● **Assigned task**
Start at the line in the entries below that contains "width:45px; height:45px; display:grid;", stop at the line that contains "flex:none; width:28px; height:28px;", and output exactly the lines in that span, both ends included.

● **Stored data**
--- --- ---

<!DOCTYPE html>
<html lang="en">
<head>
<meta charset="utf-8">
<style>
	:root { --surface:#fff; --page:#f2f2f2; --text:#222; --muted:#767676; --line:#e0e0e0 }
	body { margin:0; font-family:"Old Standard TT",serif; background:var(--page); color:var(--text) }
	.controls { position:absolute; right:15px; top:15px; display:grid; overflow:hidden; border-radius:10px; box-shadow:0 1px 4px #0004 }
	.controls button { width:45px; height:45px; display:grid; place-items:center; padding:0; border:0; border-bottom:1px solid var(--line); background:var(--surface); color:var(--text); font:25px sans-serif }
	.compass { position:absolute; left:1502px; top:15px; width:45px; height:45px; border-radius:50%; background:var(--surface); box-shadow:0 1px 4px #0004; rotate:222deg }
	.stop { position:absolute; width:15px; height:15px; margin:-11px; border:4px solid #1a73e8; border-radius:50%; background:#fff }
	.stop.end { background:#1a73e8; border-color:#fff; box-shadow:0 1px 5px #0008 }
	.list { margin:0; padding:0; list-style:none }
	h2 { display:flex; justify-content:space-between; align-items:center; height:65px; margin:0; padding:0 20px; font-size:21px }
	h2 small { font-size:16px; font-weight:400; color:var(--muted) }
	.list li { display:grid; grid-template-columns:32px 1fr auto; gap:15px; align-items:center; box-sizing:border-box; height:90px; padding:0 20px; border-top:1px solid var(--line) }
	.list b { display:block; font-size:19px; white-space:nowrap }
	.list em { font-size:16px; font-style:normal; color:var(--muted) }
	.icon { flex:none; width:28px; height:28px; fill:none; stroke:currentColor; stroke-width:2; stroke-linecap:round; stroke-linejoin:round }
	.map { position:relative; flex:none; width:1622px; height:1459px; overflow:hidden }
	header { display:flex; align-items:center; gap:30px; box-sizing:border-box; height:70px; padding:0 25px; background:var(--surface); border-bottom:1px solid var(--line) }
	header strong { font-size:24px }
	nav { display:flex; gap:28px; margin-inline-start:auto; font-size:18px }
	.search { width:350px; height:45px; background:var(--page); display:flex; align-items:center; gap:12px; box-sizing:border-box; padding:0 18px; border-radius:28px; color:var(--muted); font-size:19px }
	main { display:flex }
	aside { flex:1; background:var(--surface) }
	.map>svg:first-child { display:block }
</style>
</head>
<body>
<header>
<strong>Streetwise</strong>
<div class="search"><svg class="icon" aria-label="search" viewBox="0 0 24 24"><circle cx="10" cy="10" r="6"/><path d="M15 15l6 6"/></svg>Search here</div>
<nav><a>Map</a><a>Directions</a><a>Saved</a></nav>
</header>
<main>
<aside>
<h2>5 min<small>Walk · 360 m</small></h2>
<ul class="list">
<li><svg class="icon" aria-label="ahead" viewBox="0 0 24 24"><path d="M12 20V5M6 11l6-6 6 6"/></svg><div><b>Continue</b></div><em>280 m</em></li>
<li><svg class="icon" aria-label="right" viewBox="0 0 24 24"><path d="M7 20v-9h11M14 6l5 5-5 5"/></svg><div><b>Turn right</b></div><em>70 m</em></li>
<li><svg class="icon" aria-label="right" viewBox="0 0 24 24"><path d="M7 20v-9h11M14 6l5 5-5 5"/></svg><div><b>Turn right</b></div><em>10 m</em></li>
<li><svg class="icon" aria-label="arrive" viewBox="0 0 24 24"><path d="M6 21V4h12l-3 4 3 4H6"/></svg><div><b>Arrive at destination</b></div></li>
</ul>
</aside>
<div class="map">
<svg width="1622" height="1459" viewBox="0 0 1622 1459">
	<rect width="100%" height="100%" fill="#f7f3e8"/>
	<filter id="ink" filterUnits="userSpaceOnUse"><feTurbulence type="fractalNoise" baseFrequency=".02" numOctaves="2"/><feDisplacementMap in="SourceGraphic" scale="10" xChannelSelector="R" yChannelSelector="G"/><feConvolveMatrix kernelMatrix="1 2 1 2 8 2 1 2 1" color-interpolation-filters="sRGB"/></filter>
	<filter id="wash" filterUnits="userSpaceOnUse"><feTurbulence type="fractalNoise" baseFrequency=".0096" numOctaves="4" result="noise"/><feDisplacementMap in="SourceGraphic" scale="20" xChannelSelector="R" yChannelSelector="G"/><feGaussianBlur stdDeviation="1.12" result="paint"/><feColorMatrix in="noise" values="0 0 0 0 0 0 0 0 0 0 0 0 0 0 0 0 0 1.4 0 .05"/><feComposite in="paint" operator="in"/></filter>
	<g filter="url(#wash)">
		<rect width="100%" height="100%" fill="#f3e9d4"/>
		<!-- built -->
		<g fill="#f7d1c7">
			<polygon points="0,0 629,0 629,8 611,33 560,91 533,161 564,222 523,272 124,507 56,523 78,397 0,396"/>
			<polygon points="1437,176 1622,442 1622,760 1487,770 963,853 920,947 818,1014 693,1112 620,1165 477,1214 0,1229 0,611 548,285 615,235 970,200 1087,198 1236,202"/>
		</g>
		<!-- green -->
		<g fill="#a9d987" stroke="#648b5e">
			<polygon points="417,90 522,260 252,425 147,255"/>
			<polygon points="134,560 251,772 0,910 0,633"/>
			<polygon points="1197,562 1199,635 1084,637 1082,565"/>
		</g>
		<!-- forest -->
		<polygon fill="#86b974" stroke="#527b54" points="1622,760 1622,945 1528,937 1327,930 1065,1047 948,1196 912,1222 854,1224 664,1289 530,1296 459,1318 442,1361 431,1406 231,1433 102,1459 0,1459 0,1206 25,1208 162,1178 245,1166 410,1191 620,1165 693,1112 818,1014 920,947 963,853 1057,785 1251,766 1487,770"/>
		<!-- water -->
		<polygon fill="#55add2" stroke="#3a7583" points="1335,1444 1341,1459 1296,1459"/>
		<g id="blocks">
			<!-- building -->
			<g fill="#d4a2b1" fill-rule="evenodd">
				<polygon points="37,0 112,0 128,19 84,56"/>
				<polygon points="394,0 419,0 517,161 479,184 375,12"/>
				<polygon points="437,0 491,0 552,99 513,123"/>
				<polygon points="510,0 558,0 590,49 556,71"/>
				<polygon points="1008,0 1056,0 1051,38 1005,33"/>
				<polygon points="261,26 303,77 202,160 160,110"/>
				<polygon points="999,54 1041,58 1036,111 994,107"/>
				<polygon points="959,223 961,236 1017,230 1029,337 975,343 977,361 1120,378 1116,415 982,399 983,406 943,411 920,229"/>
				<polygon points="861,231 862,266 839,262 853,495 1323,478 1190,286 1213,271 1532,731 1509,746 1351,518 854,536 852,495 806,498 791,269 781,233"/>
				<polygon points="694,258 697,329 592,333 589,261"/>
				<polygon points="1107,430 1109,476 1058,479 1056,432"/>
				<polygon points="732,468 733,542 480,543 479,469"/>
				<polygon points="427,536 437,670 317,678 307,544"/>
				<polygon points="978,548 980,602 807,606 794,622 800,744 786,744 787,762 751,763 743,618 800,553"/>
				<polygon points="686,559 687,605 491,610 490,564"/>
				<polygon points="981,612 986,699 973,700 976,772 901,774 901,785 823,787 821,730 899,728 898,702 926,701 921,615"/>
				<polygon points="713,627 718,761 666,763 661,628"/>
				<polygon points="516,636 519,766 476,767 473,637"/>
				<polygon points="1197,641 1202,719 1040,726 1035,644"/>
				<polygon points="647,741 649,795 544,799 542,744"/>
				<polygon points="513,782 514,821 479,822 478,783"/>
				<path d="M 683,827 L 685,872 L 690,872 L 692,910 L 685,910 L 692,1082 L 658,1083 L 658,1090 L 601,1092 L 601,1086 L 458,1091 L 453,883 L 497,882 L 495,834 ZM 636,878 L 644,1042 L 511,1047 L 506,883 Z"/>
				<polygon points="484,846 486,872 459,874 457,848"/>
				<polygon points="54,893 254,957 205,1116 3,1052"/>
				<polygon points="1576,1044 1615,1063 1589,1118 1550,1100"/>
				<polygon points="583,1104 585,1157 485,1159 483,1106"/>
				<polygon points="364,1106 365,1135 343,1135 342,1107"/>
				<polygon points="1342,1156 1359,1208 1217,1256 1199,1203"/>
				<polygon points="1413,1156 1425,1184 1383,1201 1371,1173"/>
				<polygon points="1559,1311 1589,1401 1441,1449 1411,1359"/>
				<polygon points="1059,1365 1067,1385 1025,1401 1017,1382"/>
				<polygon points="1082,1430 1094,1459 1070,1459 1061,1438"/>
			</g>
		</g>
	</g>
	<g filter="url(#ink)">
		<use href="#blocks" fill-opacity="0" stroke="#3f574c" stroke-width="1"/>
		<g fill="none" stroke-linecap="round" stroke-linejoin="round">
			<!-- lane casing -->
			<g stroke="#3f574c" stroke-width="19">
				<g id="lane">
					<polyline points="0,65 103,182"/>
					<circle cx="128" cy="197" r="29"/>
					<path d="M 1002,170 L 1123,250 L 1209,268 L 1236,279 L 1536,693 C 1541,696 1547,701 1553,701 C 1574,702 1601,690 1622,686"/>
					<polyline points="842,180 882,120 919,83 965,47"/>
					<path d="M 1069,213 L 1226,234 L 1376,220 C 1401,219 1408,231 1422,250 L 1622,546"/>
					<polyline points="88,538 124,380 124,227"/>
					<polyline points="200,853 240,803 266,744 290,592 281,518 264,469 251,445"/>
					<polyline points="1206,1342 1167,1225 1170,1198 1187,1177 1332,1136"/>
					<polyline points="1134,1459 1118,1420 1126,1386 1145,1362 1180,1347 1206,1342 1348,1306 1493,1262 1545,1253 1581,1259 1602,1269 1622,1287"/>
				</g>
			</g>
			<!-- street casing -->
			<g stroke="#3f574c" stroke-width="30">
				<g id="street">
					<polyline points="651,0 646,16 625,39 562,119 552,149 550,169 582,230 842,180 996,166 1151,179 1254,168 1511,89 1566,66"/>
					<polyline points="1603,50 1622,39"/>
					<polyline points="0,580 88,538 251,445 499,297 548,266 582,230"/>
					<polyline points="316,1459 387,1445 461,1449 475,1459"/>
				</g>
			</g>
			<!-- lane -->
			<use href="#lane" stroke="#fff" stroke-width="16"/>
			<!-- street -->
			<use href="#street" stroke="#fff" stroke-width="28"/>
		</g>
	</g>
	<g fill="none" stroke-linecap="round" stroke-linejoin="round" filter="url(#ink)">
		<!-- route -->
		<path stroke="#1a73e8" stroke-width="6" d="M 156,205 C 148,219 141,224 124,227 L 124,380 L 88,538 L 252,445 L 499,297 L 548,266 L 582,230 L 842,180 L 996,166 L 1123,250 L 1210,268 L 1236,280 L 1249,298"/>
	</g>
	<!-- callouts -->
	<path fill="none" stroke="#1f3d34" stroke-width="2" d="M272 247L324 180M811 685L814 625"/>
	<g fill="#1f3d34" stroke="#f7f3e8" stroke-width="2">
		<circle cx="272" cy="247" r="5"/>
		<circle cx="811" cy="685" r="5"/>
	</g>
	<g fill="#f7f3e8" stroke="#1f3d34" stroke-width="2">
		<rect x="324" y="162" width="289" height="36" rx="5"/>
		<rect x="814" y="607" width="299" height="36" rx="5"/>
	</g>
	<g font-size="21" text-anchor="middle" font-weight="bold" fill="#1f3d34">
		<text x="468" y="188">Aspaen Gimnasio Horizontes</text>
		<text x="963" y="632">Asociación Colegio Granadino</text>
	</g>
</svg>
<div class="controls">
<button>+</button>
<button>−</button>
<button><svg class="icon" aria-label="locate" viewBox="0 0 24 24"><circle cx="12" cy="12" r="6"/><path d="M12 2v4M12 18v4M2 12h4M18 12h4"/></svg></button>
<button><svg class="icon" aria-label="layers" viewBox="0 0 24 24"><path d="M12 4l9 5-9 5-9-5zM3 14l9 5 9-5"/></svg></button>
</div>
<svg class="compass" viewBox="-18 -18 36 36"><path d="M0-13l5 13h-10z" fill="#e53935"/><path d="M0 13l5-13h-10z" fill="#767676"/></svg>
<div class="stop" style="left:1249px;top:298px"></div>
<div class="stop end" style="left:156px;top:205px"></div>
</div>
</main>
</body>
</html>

--- --- ---

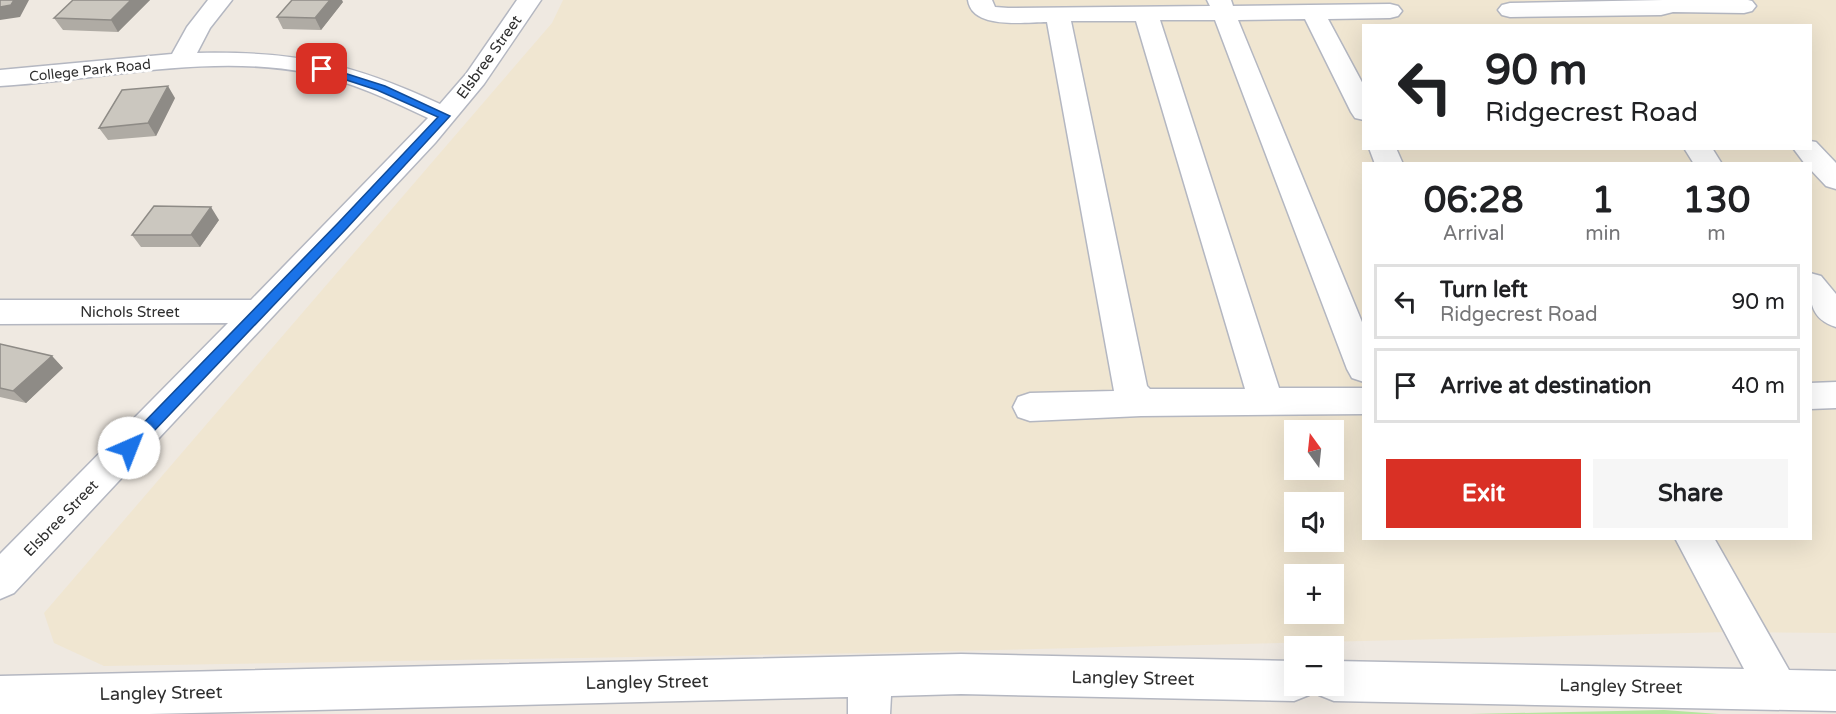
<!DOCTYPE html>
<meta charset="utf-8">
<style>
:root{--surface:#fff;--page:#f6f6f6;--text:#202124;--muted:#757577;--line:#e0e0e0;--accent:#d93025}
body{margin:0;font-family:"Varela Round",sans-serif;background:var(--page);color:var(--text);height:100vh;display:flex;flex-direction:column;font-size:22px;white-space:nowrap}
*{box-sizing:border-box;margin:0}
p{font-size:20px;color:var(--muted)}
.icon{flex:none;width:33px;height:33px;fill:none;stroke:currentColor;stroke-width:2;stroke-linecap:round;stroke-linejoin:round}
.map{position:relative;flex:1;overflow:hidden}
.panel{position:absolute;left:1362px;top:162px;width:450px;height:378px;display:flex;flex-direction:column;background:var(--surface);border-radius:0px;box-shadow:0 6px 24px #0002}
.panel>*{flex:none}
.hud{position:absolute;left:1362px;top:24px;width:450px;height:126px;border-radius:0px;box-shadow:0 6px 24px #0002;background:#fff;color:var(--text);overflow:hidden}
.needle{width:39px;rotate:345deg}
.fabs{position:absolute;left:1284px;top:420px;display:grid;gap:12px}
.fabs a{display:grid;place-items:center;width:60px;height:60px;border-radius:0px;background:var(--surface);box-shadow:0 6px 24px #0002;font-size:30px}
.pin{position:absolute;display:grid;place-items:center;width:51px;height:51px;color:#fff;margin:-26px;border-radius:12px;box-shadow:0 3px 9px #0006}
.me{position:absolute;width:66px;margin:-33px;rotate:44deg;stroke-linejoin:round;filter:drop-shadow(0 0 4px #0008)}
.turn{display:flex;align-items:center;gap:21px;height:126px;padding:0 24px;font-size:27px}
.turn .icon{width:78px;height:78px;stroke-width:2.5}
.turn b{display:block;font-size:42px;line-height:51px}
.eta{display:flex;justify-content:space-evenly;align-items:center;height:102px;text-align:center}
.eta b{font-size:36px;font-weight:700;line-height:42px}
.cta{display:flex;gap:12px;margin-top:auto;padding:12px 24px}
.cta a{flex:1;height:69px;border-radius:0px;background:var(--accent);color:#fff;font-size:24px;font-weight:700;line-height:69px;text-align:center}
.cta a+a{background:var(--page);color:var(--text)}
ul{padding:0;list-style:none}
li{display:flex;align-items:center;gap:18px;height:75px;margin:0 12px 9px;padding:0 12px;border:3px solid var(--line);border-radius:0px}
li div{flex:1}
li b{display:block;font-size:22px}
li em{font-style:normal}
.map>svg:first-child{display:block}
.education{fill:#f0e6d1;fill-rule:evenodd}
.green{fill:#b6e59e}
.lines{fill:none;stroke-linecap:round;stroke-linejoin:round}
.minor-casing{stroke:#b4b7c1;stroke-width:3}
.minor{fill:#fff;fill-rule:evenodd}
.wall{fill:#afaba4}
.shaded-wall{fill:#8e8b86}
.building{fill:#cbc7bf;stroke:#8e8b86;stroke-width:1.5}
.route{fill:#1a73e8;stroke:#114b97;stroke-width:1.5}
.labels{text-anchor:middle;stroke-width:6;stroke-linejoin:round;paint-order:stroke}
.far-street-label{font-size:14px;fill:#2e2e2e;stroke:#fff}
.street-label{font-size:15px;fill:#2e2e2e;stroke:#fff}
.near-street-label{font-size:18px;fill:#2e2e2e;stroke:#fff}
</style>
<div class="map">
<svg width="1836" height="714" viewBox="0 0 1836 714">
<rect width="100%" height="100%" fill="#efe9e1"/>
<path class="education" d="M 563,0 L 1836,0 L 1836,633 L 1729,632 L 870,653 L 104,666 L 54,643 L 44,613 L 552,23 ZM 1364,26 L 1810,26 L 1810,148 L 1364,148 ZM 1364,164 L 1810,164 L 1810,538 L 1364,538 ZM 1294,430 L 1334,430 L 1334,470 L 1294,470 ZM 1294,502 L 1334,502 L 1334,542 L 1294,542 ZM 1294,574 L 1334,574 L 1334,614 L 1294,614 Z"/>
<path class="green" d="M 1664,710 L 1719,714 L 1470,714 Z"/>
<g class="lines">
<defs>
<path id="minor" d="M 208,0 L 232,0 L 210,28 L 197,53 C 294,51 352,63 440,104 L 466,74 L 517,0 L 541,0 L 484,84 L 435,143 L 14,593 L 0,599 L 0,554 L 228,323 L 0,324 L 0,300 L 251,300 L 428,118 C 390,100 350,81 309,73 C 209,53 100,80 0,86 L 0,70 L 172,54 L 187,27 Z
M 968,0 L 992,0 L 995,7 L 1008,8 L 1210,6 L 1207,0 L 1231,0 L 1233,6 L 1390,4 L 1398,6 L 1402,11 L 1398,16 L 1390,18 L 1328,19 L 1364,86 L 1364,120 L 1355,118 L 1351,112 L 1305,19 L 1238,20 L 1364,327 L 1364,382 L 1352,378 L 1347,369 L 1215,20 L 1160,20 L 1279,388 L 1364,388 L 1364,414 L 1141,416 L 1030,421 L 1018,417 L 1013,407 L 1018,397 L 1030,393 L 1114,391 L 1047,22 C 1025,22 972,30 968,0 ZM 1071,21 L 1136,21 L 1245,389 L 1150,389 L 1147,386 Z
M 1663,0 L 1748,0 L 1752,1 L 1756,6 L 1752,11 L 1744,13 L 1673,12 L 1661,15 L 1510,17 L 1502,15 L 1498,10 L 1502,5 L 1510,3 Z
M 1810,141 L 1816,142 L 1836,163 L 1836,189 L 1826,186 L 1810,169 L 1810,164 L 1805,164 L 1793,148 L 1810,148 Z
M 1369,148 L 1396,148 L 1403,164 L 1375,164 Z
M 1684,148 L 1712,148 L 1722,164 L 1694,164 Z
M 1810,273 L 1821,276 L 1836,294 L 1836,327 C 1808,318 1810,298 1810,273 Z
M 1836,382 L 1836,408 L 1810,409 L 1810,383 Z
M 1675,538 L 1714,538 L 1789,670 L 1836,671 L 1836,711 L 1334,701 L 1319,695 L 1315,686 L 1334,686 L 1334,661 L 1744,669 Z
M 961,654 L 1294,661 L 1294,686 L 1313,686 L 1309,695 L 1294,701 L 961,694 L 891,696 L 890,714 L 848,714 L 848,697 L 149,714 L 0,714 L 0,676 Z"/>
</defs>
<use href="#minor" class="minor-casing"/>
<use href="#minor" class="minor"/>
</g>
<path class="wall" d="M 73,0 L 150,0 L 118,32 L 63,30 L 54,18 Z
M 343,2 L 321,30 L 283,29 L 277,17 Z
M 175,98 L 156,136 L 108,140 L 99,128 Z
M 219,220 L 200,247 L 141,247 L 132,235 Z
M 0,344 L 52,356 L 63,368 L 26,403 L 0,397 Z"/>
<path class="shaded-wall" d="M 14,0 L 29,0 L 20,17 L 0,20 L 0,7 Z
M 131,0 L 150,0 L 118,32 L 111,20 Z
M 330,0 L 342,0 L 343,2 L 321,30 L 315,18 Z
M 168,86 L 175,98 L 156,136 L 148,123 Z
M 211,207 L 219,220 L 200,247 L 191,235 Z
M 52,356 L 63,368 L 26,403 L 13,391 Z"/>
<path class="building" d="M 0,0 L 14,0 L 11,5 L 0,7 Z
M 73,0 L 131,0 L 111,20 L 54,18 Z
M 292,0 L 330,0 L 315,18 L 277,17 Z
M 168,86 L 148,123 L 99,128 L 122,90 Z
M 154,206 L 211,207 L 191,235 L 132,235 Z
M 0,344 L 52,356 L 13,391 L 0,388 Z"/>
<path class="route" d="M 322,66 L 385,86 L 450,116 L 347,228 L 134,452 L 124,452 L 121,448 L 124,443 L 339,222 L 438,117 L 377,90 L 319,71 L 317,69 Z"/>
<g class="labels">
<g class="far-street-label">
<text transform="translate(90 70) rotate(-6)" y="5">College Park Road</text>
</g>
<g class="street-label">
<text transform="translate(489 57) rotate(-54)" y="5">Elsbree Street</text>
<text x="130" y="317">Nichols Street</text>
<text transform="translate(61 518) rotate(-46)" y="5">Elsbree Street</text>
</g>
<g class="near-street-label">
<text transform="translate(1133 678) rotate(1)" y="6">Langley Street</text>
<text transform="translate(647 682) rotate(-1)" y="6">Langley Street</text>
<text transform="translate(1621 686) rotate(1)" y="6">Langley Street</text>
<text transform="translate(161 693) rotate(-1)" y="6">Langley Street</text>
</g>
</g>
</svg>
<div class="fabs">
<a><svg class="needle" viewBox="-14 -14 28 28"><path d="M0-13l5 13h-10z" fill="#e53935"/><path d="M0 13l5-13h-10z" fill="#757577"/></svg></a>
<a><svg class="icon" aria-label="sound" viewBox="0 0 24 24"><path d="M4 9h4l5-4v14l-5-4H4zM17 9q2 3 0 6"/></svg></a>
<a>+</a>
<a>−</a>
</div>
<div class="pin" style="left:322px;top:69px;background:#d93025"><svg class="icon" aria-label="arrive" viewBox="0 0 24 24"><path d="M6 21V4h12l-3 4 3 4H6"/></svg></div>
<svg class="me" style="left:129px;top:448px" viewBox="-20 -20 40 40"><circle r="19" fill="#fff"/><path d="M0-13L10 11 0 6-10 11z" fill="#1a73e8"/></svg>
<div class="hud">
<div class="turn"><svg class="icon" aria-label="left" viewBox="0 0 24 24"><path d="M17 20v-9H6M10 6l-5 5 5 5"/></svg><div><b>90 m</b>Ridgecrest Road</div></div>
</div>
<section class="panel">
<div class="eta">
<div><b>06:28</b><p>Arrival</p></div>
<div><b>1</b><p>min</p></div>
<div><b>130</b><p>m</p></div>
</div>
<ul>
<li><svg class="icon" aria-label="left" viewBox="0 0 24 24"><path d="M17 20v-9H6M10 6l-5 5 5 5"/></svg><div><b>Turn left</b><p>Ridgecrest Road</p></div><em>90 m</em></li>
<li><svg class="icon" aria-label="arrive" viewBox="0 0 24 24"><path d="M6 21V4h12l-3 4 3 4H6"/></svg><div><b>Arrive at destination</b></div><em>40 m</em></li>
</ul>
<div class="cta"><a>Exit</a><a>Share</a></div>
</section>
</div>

--- --- ---

● **Reply to the exercise**
	.controls button { width:45px; height:45px; display:grid; place-items:center; padding:0; border:0; border-bottom:1px solid var(--line); background:var(--surface); color:var(--text); font:25px sans-serif }
	.compass { position:absolute; left:1502px; top:15px; width:45px; height:45px; border-radius:50%; background:var(--surface); box-shadow:0 1px 4px #0004; rotate:222deg }
	.stop { position:absolute; width:15px; height:15px; margin:-11px; border:4px solid #1a73e8; border-radius:50%; background:#fff }
	.stop.end { background:#1a73e8; border-color:#fff; box-shadow:0 1px 5px #0008 }
	.list { margin:0; padding:0; list-style:none }
	h2 { display:flex; justify-content:space-between; align-items:center; height:65px; margin:0; padding:0 20px; font-size:21px }
	h2 small { font-size:16px; font-weight:400; color:var(--muted) }
	.list li { display:grid; grid-template-columns:32px 1fr auto; gap:15px; align-items:center; box-sizing:border-box; height:90px; padding:0 20px; border-top:1px solid var(--line) }
	.list b { display:block; font-size:19px; white-space:nowrap }
	.list em { font-size:16px; font-style:normal; color:var(--muted) }
	.icon { flex:none; width:28px; height:28px; fill:none; stroke:currentColor; stroke-width:2; stroke-linecap:round; stroke-linejoin:round }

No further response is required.